The grand unveiling of a building years in the making by the Cranberry Township Volunteer Fire Company — and one Garing said they accidentally built backward the first time — showed to the public the fire department's newest tool: A stack of storage containers in which they can practice fighting fires and rescuing entrapped persons.

And as a fire department, they weren't content with an old-fashioned ribbon-cutting; instead, fire company president Daniel Kane and division chief Michael Hanks used a torch to cut through the symbolic ribbon in front of the structure.

Cranberry's red burn building, Garing said, allows firefighters to train in situations as realistic as possible by simulating fires and smoke and presenting firefighters with different situations in which they may find themselves.

Garing said the burn building is important to the fire company — and to others in the region — because the companies respond to more fires than ever in the past, and because fires are different now than they have been. “Occupants in legacy-type construction — which was built in the 1950s, '60s, '70s — have five times the amount of time to get out of a structure fire than they do today,” he said. “Individuals today have three to five minutes to get themselves out of a burning building before they potentially succumb to the toxic environment.”

Training firefighters to more effectively and more efficiently respond to a fire while they are on scene can make a big difference in determining whether the occupants live or die.
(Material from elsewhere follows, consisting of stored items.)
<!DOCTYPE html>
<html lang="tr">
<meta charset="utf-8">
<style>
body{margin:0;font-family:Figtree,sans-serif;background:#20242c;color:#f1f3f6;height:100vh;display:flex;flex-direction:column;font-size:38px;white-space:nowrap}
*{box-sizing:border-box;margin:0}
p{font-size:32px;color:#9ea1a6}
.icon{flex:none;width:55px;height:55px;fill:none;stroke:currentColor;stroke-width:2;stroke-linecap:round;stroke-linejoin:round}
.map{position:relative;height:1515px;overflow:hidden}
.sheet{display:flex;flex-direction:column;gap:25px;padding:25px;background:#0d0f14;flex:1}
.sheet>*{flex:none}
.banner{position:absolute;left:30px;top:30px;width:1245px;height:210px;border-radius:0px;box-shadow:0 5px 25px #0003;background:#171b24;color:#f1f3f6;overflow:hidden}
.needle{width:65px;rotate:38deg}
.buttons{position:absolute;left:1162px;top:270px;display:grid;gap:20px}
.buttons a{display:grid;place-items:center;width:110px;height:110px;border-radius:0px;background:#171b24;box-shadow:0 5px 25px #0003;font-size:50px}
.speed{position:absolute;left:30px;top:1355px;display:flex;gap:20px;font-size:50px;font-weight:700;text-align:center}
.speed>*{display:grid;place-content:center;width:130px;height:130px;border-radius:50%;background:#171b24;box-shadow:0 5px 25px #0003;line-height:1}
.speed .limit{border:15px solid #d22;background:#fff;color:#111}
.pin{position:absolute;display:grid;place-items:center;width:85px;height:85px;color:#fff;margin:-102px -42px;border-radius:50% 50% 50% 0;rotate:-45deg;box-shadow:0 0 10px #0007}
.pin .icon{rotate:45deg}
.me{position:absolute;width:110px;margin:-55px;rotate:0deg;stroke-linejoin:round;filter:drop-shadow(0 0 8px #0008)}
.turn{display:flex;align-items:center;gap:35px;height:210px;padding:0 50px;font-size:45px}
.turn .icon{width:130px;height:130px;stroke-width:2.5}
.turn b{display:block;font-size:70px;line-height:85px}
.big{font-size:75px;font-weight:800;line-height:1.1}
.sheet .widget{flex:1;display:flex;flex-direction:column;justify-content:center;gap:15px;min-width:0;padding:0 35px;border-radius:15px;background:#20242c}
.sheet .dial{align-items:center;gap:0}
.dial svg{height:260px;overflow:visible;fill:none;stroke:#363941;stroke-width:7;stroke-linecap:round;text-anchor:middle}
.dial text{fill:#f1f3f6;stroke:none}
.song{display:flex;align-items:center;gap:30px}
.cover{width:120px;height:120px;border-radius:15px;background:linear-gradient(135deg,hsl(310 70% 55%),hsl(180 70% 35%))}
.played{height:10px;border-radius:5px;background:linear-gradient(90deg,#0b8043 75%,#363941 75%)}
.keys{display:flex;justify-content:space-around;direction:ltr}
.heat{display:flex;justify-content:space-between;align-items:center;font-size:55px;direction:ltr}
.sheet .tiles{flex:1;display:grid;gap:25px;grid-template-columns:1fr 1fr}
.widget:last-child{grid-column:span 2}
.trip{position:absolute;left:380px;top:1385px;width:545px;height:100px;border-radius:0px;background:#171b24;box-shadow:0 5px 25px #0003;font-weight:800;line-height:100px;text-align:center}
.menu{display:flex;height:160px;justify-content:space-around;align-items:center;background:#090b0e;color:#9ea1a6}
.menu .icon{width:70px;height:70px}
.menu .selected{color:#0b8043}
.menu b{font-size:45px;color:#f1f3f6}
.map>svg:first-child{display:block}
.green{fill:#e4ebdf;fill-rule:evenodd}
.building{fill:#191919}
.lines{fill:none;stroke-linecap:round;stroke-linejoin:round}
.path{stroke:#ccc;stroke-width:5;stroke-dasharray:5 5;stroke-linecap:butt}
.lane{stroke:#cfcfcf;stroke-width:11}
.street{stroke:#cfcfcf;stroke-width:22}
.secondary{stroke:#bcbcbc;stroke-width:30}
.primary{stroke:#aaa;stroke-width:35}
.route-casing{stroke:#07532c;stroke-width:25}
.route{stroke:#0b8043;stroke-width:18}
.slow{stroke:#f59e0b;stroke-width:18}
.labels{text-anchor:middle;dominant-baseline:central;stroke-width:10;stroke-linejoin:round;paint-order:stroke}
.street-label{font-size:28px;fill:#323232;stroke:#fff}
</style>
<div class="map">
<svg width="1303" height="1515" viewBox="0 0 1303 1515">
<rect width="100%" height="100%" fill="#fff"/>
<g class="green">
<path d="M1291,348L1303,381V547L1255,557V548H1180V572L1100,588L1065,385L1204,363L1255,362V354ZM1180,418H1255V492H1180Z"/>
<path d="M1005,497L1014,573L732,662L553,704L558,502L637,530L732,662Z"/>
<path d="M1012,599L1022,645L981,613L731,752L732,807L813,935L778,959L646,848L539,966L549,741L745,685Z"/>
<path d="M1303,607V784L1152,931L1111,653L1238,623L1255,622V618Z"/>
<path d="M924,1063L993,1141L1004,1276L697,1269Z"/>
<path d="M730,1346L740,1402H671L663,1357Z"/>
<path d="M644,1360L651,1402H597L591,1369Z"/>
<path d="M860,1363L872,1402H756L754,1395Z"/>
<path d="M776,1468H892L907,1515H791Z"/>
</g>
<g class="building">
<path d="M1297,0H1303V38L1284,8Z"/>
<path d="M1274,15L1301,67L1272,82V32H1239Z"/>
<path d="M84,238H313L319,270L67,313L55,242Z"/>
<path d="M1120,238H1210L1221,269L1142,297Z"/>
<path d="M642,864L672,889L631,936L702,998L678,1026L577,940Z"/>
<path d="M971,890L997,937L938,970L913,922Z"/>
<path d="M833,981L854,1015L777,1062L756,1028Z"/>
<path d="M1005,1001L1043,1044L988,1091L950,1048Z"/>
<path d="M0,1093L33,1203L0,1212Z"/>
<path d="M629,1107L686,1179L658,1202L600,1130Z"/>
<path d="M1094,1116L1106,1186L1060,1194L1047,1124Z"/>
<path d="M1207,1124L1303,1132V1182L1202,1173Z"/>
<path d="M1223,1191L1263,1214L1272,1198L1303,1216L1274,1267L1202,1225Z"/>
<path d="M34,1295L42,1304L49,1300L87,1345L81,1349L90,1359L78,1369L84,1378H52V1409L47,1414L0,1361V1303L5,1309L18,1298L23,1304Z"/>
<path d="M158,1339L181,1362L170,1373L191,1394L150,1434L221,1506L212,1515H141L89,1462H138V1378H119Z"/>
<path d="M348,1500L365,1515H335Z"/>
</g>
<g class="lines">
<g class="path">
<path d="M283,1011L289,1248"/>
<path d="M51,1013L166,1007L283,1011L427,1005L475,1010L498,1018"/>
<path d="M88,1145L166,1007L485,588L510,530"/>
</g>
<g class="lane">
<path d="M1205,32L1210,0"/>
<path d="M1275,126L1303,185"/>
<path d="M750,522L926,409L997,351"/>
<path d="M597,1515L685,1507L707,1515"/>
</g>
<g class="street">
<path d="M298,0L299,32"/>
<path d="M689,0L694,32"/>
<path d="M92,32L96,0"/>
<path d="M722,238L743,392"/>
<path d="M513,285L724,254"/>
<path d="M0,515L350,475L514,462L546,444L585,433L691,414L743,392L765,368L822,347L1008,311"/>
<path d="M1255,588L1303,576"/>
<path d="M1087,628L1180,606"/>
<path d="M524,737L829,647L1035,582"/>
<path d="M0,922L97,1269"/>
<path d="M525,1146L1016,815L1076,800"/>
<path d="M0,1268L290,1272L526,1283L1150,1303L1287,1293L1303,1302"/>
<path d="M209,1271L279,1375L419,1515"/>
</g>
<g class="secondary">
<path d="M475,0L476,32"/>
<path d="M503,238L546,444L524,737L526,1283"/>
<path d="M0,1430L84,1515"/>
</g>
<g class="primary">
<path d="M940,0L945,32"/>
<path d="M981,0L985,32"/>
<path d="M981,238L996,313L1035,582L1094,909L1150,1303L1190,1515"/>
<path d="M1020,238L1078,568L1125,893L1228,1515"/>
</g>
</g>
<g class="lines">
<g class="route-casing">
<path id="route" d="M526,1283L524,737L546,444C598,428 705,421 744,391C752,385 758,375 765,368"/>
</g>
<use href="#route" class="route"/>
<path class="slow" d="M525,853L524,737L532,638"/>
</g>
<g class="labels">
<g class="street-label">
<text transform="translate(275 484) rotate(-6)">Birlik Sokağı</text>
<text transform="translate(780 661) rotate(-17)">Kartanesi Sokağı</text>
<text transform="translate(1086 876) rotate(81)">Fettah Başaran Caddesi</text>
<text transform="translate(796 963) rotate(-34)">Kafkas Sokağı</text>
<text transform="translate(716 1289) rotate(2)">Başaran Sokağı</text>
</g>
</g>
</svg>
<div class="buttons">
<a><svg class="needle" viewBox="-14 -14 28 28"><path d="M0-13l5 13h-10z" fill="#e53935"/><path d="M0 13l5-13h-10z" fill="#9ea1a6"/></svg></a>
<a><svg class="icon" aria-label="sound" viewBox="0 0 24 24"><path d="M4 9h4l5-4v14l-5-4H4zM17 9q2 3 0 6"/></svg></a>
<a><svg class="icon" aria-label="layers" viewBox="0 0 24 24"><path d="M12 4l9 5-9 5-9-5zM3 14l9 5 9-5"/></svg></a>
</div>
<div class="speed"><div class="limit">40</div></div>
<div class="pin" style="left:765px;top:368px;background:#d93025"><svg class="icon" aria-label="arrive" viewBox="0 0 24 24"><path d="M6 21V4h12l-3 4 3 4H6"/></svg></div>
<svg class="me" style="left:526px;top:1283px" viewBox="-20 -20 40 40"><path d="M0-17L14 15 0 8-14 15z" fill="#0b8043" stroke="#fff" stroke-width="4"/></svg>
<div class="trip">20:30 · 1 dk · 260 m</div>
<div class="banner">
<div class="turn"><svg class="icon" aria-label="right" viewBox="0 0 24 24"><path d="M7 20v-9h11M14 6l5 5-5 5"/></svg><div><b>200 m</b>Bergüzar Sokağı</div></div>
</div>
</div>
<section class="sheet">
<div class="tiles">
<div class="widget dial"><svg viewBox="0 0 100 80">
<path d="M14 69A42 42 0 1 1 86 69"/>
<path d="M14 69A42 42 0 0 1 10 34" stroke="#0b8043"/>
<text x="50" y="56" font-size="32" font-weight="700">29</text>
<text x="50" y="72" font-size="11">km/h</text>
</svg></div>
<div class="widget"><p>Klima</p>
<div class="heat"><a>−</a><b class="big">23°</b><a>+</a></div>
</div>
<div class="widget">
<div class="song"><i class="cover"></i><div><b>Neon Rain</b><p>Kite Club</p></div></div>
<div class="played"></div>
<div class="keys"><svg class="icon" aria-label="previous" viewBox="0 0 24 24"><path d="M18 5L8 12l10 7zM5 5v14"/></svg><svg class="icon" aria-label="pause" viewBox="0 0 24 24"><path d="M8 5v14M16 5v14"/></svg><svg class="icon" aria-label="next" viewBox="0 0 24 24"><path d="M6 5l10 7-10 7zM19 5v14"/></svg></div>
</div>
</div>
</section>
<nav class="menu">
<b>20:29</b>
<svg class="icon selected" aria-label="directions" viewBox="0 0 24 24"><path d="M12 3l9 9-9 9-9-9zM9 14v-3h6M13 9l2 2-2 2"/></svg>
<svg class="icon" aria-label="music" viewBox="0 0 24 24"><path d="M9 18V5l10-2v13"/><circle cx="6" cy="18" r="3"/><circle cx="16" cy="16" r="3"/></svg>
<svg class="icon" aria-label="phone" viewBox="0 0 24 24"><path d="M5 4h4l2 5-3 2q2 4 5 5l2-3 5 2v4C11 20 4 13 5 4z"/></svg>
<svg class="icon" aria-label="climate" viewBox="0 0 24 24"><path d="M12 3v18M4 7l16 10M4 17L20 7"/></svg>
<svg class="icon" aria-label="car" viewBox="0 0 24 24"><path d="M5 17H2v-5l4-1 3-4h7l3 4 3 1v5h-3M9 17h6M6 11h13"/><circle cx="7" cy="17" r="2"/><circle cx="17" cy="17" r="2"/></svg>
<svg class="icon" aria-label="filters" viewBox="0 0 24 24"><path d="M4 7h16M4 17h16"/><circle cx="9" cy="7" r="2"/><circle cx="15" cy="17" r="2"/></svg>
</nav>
Garing said 63% of fire rescue victims located by a search prior to fire control, or roughly within eight minutes, survive; that falls to 39% if they're found after fire control.

“The fires require faster operations,” he said. “It requires hustle and fast, progressive thinking with more people than ever on scene early to solve the problem. That's exactly what this device is going to do for us.”

Among the tools inside the burn building are slots at which firefighters can hang drywall to more realistically simulate the conditions inside of a structure fire, as well as a maze to prepare them for navigating in the dark, smoky atmosphere of a burning building. It also has tools for simulating the rescue of people trapped.

“The key is the repetition of those skills so we can get faster, we get better, as a unit,” Garing said following the unveiling.